JOSH AND HAZEL'S GUIDE TO NOT DATING
After reading The Unhoneymooners, I decided to read a few more books by Christina Lauren and this one was dominated the recommendations from friends. I did not expect to be as in love as I was with The Unhoneymooners, but I also wasn't expecting to be disappointed. And friends, I was disappointed. But first, a synopsis:
Hazel is not ordinary–not by anyone's standards. She has a dog named Winnie the Poodle, a fish named Daniel Craig, a bird named Vodka, and absolutely connects with the third graders she teaches. She's had a lot of embarrassing moments (she'd like everyone to forget the time she puked hotdogs on television, thank you), she has no filter on her thoughts or her mouth, she dresses a little bit out there, but she's got a good heart and a good soul.

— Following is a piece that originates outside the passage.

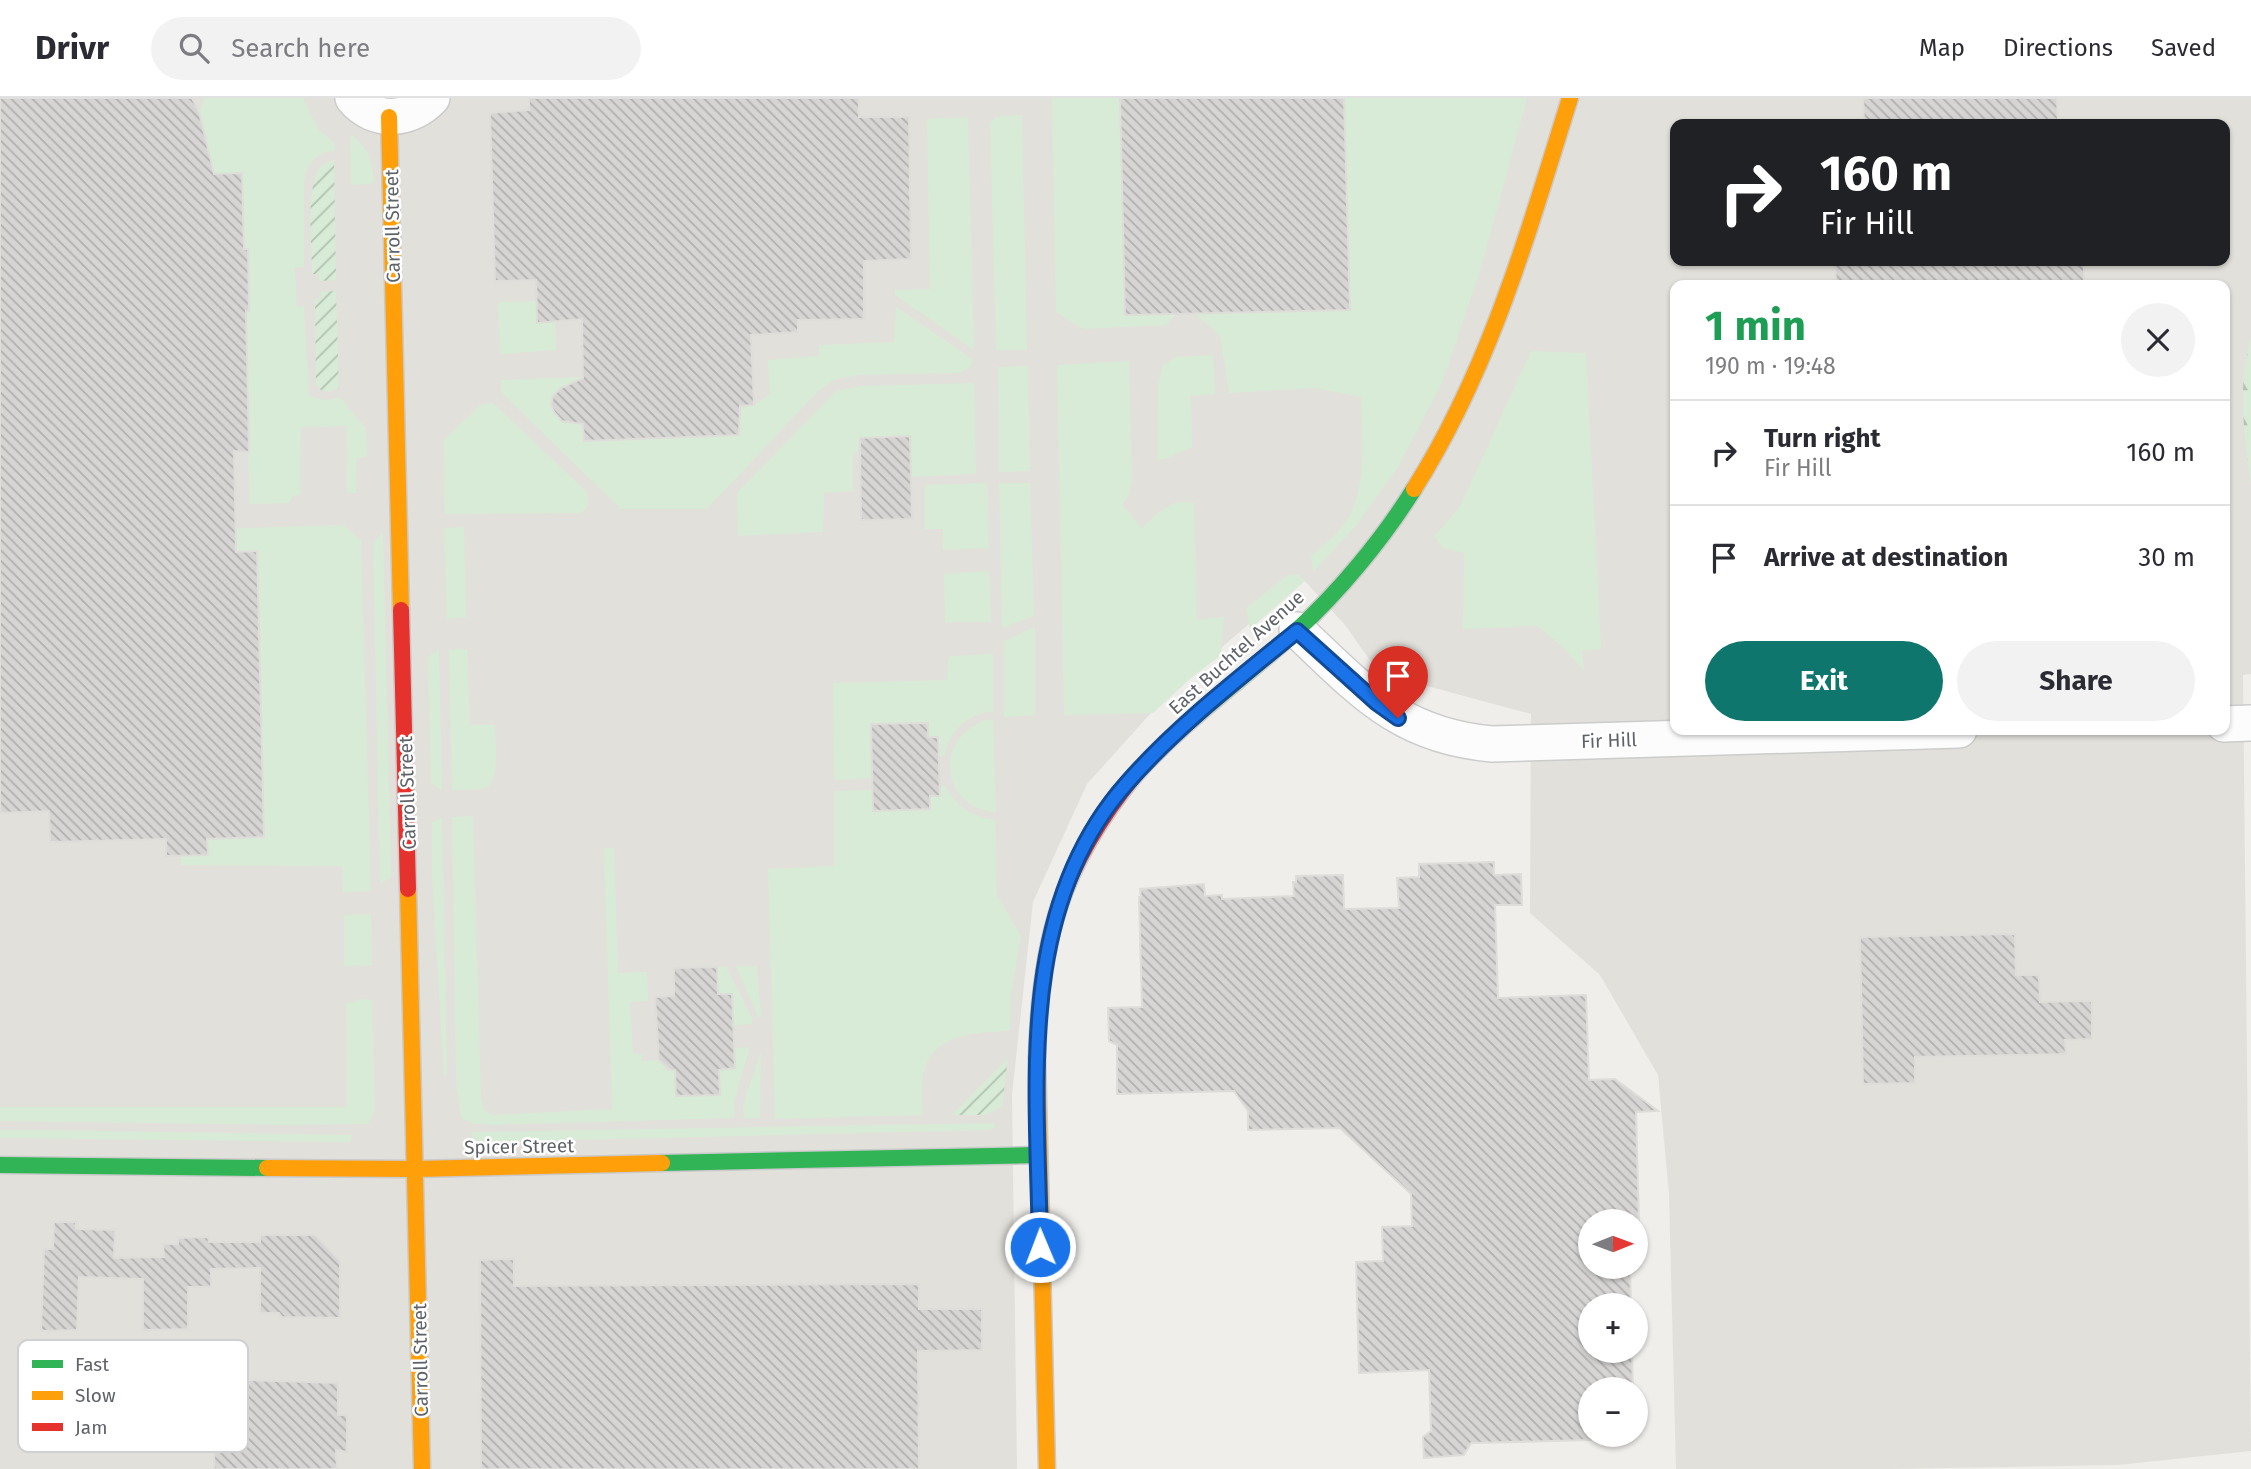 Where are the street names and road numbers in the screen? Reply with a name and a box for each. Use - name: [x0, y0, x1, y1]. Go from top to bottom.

Josh Im has known Hazel since college, since that night she puked on his shoes, actually, although that would not be the last awkward moment they have together. Fast forward ten years later and Hazel is best friends with Josh's sister and, now, Josh's best friend by force and coercion. But it turns out that Hazel, in all her energetic and zany glory, is exactly what Josh never knew he needed.
Let me be clear: this book was funny and romantic and had characters I really enjoyed. In fact, I can't say I hated any characters. Hazel was weird and comfortable with herself, a heroine that doesn't change even though it would "fit her in" with the rest of society, which I really admired. Josh was not a shitbag. He was cute and friendly and romantic and, honestly, a male character we need to see more often in romance. Together they were hysterical, their friends and family were great (and I'd totally read a book about Emily and Dave -- shout if there is one). They go on hysterical double dates that never end well. All in all, a good book. But, alas, not great.
Near the end, maybe fifty pages left, I had this gut feeling where I knew, I knew, that all of the things I loved were about to come to an end, and I was right. Stop here, friends, if you don't want a spoiler.
If there's one thing that absolutely turns me off of books, particularly romance, is the pregnancy trope. Look, I hear you, okay? I know it happens by accident all the time. I know. But do we have to read about it so frequently? Does girl always have to get pregnant for there to be conflict? This book could have ended so sweetly by just conquering Hazel's wariness of relationships. The end. But the pregnancy trope came in, and then the epilogue, and...well, that's where my expectations took a plummet and disappointment rose up out of the ashes.
I really enjoyed this book up until the last fifty pages, and for that, Josh and Hazel's Guide to Not Dating won't be high on my recommended list.